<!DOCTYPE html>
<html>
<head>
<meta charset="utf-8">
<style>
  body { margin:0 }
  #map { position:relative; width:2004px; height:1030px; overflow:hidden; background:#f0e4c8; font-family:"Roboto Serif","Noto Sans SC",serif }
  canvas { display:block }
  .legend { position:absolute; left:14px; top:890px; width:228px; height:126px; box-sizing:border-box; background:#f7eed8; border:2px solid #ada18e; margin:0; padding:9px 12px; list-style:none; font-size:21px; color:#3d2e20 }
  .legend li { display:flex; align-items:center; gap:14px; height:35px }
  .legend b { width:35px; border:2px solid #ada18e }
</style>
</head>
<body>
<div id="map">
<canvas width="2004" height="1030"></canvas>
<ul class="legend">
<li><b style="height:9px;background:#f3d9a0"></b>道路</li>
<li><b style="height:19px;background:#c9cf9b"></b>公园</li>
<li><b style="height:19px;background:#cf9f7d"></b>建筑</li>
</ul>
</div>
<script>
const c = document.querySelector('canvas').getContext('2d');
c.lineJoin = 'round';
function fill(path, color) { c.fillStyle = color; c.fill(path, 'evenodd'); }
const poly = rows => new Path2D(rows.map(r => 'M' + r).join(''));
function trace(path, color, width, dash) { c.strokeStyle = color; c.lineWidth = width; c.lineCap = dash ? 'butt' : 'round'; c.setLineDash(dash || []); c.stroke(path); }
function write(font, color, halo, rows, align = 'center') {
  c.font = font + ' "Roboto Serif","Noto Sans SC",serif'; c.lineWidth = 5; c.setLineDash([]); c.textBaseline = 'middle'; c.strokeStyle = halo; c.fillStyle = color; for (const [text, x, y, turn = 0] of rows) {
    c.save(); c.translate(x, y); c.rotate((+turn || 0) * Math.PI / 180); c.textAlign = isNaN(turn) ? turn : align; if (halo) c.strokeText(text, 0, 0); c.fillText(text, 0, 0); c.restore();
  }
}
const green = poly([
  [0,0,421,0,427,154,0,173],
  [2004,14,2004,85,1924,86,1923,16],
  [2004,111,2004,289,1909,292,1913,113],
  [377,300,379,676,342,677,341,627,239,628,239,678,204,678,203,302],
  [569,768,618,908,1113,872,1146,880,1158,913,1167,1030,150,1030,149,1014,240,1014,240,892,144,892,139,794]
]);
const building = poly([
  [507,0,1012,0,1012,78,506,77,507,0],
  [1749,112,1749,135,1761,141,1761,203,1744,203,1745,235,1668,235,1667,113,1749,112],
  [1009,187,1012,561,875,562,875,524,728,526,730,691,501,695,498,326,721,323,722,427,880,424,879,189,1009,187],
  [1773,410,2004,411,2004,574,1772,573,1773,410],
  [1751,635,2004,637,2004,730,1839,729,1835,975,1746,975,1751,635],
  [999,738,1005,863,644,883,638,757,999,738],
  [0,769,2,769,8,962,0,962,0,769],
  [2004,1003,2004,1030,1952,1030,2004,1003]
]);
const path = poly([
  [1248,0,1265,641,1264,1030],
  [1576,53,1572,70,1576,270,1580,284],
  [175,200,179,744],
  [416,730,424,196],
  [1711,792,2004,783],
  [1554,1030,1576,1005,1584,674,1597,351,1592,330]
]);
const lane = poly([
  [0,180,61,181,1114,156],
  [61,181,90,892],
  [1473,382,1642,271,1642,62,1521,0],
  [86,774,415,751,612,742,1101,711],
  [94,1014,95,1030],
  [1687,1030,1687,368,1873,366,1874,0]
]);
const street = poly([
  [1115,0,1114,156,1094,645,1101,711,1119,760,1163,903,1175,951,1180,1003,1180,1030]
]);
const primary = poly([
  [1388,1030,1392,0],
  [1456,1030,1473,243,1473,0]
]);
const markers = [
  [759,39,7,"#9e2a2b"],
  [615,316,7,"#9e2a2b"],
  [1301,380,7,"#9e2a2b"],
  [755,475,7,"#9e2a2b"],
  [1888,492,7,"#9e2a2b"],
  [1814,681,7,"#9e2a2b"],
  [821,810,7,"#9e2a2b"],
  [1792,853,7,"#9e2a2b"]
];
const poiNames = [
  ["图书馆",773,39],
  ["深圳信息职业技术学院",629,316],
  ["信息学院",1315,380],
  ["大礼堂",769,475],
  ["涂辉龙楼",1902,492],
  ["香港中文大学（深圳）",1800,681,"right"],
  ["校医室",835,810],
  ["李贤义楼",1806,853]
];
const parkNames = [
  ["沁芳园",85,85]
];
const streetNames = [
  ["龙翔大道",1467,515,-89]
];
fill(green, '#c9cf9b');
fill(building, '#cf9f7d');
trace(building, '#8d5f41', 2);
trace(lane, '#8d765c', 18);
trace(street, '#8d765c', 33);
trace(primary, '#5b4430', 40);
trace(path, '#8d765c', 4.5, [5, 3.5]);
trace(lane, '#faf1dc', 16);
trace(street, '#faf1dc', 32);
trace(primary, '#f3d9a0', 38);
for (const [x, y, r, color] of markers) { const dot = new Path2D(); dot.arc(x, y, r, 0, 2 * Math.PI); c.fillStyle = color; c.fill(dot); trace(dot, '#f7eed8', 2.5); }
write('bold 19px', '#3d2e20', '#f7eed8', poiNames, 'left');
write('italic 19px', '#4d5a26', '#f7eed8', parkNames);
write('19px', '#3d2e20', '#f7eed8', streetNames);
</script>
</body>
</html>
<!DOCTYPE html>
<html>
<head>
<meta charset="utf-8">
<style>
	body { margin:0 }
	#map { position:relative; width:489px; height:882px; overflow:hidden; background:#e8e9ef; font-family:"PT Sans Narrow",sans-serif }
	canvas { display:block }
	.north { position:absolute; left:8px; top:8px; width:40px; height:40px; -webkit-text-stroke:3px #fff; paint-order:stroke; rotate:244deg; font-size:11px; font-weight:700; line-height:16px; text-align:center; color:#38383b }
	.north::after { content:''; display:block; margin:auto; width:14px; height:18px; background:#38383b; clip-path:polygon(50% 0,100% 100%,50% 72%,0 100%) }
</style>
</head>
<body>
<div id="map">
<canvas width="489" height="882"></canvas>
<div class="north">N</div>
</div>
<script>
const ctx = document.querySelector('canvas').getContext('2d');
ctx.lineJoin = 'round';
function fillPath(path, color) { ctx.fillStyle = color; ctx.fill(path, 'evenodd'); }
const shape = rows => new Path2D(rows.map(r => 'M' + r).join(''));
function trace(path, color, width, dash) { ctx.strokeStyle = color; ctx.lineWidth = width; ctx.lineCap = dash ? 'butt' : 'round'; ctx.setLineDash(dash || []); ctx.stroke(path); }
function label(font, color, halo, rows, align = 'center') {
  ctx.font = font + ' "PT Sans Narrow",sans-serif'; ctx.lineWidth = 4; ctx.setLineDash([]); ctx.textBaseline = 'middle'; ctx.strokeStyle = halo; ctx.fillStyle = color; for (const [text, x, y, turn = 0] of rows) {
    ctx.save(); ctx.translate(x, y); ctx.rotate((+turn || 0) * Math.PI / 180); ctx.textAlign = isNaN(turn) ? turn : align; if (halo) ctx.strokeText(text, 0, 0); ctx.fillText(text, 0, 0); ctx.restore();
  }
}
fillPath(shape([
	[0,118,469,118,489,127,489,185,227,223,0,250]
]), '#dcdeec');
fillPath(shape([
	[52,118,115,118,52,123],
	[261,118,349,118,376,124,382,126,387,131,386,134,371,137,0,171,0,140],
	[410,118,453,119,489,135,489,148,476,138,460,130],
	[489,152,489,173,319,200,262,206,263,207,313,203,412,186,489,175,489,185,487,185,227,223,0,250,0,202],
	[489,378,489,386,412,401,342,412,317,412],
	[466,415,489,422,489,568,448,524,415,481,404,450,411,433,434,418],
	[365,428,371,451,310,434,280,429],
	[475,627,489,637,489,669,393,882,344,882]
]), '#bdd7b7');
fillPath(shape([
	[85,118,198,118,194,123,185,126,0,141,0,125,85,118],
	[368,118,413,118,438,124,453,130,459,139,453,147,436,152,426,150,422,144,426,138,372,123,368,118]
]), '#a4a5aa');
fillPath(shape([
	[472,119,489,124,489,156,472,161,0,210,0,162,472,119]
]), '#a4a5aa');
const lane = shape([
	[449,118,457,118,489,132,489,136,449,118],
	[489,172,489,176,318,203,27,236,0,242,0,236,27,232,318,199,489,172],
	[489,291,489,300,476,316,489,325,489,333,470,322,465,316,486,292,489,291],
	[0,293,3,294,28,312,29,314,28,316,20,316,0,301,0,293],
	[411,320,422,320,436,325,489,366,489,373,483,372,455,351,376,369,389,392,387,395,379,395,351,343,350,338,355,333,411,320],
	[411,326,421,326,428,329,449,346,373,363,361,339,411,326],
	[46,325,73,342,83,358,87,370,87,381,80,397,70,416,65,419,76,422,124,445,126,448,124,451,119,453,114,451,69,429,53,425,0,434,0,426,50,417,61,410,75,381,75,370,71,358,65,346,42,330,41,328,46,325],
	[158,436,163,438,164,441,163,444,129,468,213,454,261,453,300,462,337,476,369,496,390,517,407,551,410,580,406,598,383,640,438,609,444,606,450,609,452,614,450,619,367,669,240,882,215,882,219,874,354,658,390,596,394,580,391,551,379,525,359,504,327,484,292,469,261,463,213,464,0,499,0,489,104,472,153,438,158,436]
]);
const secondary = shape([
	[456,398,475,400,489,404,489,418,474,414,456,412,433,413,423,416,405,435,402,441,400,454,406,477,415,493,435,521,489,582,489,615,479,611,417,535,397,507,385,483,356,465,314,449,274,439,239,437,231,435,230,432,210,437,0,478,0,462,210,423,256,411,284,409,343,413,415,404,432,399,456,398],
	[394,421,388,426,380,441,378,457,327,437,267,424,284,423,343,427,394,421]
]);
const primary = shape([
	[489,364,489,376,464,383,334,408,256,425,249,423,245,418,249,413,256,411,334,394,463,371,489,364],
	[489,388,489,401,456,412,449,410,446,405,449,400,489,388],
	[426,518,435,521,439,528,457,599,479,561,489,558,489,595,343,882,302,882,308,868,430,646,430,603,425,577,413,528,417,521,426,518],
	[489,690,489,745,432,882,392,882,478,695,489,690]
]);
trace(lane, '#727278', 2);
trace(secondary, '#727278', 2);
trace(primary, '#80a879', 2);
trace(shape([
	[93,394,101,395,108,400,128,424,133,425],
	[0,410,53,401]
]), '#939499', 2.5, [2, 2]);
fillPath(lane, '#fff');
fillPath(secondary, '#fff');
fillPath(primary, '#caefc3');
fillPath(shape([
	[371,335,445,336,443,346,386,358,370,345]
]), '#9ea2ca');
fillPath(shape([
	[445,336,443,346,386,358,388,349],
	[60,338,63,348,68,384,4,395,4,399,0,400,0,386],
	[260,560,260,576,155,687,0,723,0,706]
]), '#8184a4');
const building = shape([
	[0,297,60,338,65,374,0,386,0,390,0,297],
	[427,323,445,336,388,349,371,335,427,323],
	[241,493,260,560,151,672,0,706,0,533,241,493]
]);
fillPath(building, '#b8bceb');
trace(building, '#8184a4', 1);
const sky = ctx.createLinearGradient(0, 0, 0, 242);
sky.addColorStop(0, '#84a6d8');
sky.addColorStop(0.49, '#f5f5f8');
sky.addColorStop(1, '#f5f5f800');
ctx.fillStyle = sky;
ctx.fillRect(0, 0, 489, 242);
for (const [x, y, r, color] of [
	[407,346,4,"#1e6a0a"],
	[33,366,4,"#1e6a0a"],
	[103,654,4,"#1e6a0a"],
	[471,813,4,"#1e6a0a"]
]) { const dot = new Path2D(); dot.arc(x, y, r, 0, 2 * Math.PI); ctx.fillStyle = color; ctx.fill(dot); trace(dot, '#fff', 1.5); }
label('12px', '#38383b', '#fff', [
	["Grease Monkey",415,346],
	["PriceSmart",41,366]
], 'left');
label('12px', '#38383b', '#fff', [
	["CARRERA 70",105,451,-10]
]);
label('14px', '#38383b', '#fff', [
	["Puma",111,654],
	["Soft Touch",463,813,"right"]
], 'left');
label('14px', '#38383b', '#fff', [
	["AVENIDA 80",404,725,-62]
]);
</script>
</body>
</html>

> What you need to do
Collect the lines of the records that include the string "strokeStyle".

> Expected answer
function trace(path, color, width, dash) { c.strokeStyle = color; c.lineWidth = width; c.lineCap = dash ? 'butt' : 'round'; c.setLineDash(dash || []); c.stroke(path); }
  c.font = font + ' "Roboto Serif","Noto Sans SC",serif'; c.lineWidth = 5; c.setLineDash([]); c.textBaseline = 'middle'; c.strokeStyle = halo; c.fillStyle = color; for (const [text, x, y, turn = 0] of rows) {
function trace(path, color, width, dash) { ctx.strokeStyle = color; ctx.lineWidth = width; ctx.lineCap = dash ? 'butt' : 'round'; ctx.setLineDash(dash || []); ctx.stroke(path); }
  ctx.font = font + ' "PT Sans Narrow",sans-serif'; ctx.lineWidth = 4; ctx.setLineDash([]); ctx.textBaseline = 'middle'; ctx.strokeStyle = halo; ctx.fillStyle = color; for (const [text, x, y, turn = 0] of rows) {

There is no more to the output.